Hit the Ground Running
Without warning, bands can and do often up and say, “and now for something completely different.” For evidence, check out the catastrophic switch from No Doubt’s 2000 released ska-punk finale Return Of Saturn to the cheesy electro biscuit Rock Steady from the next year. They went from Sublime approved rock to cleavage pop on a dime and haven’t looked back since. History is swimming with such examples. So, with an excruciating ten-year, unofficial hiatus separating Third and the eponymous second Portishead studio release, one should naturally expect massive change.
Dummy, a Mercury Prize winner, and the self-titled sophomore record were respectively released in 1994 and 1997. They were both prime examples of the trip-hop fusion of hip-hop and ethereal downtempo, and remain seminal works of the genre. Coincidentally, ‘94 to ‘97 marks the peak and sad decline of trip-hop, so expecting a return to an all but dead form would purely be wishful thinking on the listener’s behalf. For reasons beyond the grasp of mere mortals, trip-hop is not coming back, nor its bastard cousin illbient. Light a candle if you must.

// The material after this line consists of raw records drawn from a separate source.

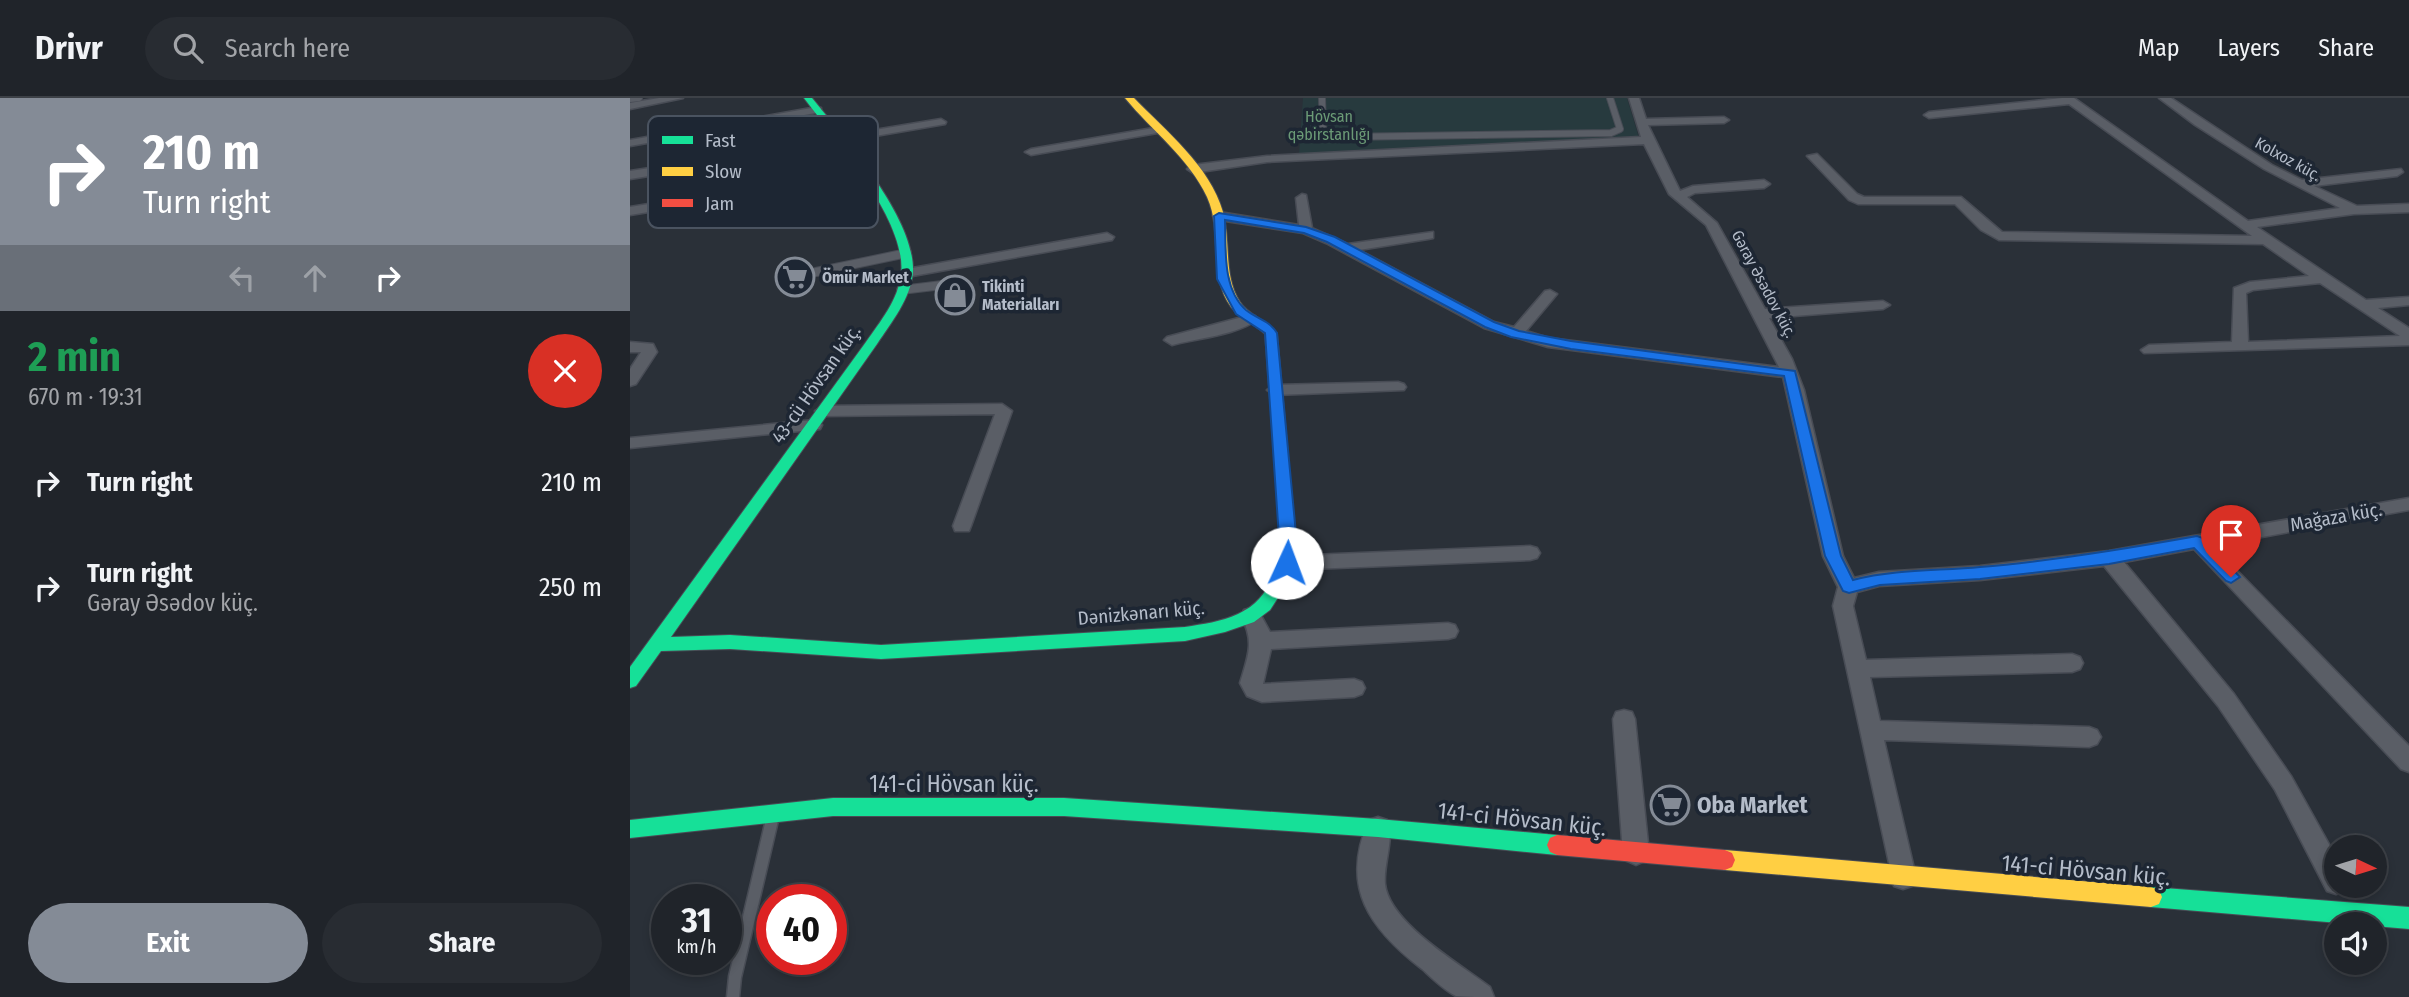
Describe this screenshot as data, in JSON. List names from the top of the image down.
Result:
{
  "streets": {
    "main road": ["43-cü Hövsan küç.", "Dənizkənarı küç.", "141-ci Hövsan küç."],
    "street": ["Kolxoz küç.", "Gəray Əsədov küç.", "Mağaza küç."]
  },
  "crossings": [
    ["Gəray Əsədov küç.", "Mağaza küç."],
    ["43-cü Hövsan küç.", "Dənizkənarı küç."]
  ],
  "parks": ["Hövsan qəbirstanlığı"],
  "places": {
    "supermarket": ["Ömür Market", "Oba Market"],
    "shop": ["Tikinti Materialları"]
  },
  "legend": ["Fast", "Slow", "Jam"],
  "north": "right",
  "page": {
    "header": "Drivr",
    "search": "Search here",
    "nav": ["Map", "Layers", "Share"],
    "turn": ["210 m", "Turn right"],
    "heading": ["2 min", "670 m · 19:31"],
    "list": [
      {
        "name": "Turn right",
        "value": "210 m"
      },
      {
        "name": "Turn right",
        "note": "Gəray Əsədov küç.",
        "value": "250 m"
      }
    ],
    "speed": "31 km/h",
    "limit": "40",
    "buttons": ["Exit", "Share"]
  }
}
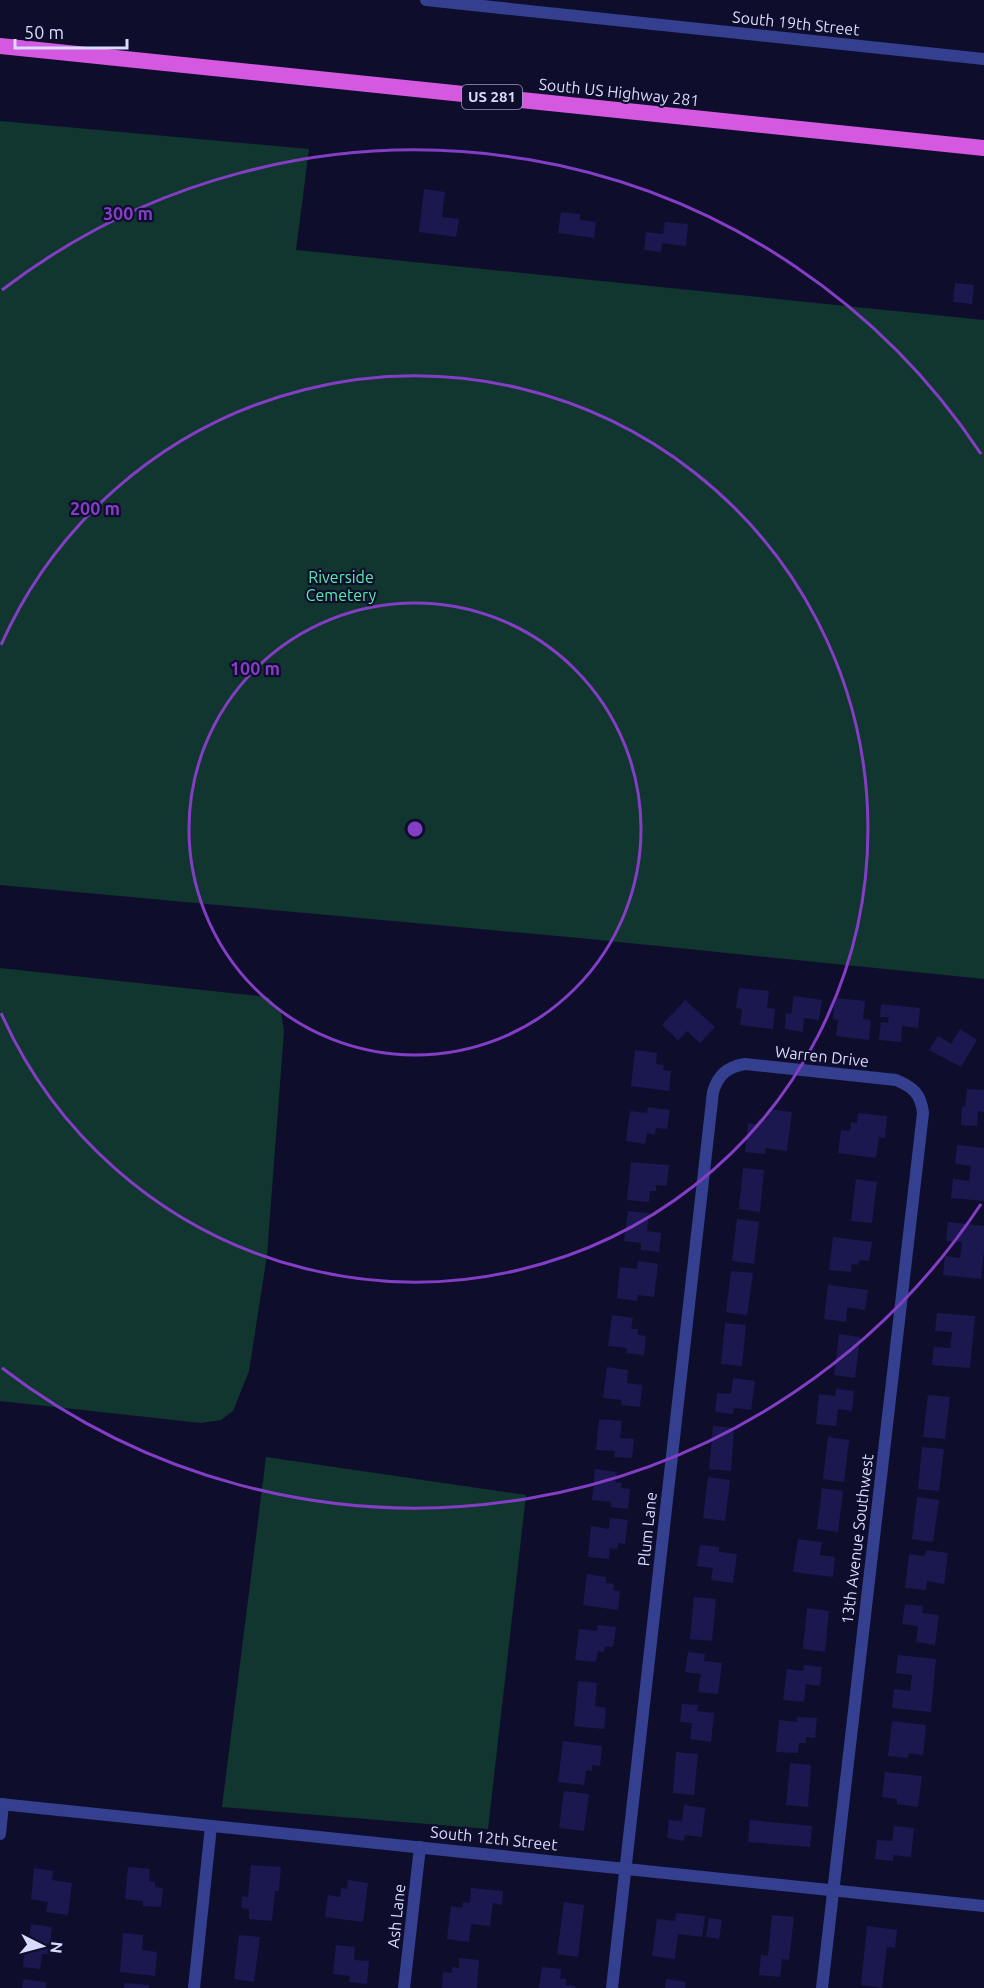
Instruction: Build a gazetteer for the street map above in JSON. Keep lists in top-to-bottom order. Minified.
{"streets":{"highway":["South US Highway 281","US 281"],"street":["South 19th Street","Warren Drive","Plum Lane","13th Avenue Southwest","South 12th Street","Ash Lane"]},"crossings":[["Warren Drive","Plum Lane"],["Warren Drive","13th Avenue Southwest"],["Plum Lane","South 12th Street"],["13th Avenue Southwest","South 12th Street"],["South 12th Street","Ash Lane"]],"parks":["Riverside Cemetery"],"scale_bar":"50 m","north":"right","rings":["300 m","200 m","100 m"]}
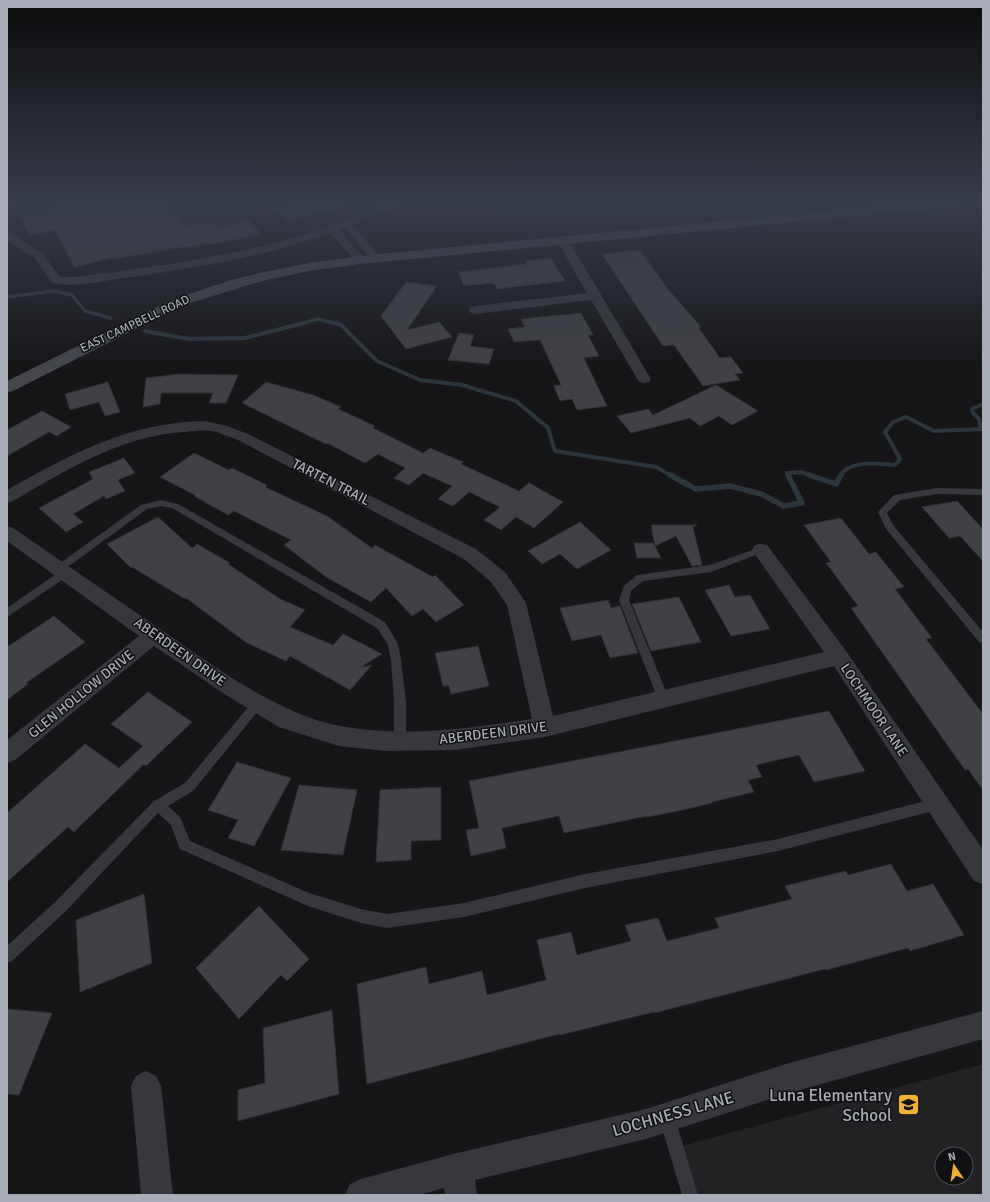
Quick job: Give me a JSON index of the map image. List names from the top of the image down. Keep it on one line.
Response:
{"streets":{"main road":["EAST CAMPBELL ROAD"],"street":["TARTEN TRAIL","ABERDEEN DRIVE","GLEN HOLLOW DRIVE","LOCHMOOR LANE","LOCHNESS LANE"]},"crossings":[["TARTEN TRAIL","ABERDEEN DRIVE"],["ABERDEEN DRIVE","GLEN HOLLOW DRIVE"],["ABERDEEN DRIVE","LOCHMOOR LANE"]],"places":{"school or university":["Luna Elementary School"]},"north":"top"}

As such, a first listen to the unimaginatively titled Third can be a little confusing or even off-putting. The static laden samples and sluggish scratching are gone, and most electronic effects have been pushed into a warmly analog Moog and Theremin role. However, patience and a little faith reveal Portishead third LP to be a work of sublime subtlety and dynamic depression easily on par with its critically adored predecessors. Building on the second album, this is their most “live” studio work yet, as well as being their most obviously diverse effort.
Despite its minute and a half length, “Deep Water” immediately sticks out. All there is to it is a ukulele, the always-sorrowful voice of Beth Gibbons, and a little bit of barbershop backup vocalizing. It’s not one of the album’s best tracks, but I’ve listened to their two studio albums and watched the live DVD a hundred times and I’ve never heard anything remotely like it. That’s about the definition of putting it all out there—they’re not playing it safe by any means.
“The Rip” is a fine piece, starting off with a humble Theremin howl and a finger-picked acoustic guitar. Gibbon’s vocals come in almost immediately and continue till about halfway. Then, a forceful drum track and moog bassline harmonizing with the acoustic fade in, as Gibbons’ sigh becomes electronically extended. Imagine Goldfrapp fronting Numbers and you’re close. Following that, “Plastic” is probably most like the mid-‘90s Portishead we came to worship. It’s based in creepy organ and vocal sorrow, but with an erratic, choppy rhythm section snippet and warbling knock on wood sample that pine for the old days.
Channelling Broadcast mixed with a little Adult., “We Carry On” has an up-tempo, tribal beat and steady moaning keyboard. The whine doubles up about two and a half minutes in, cueing a righteous guitar solo that punctuates the verses. It’s like post-drone-rock, only more cool than that looks on paper. Going for the other end of the spectrum, “Magic Doors” is cut from a pure classic rock cloth. Starting from the dead TV channel tone, it has a punchy Bonham beat, an eerie accordion sound, a nice round bassline, and a moving piano that underscores the chorus. Surprisingly, it also has more cowbell, with an almost Chambers Brothers “Time Has Come Today” reverb. Bruce Dickenson would put his pants on for that one.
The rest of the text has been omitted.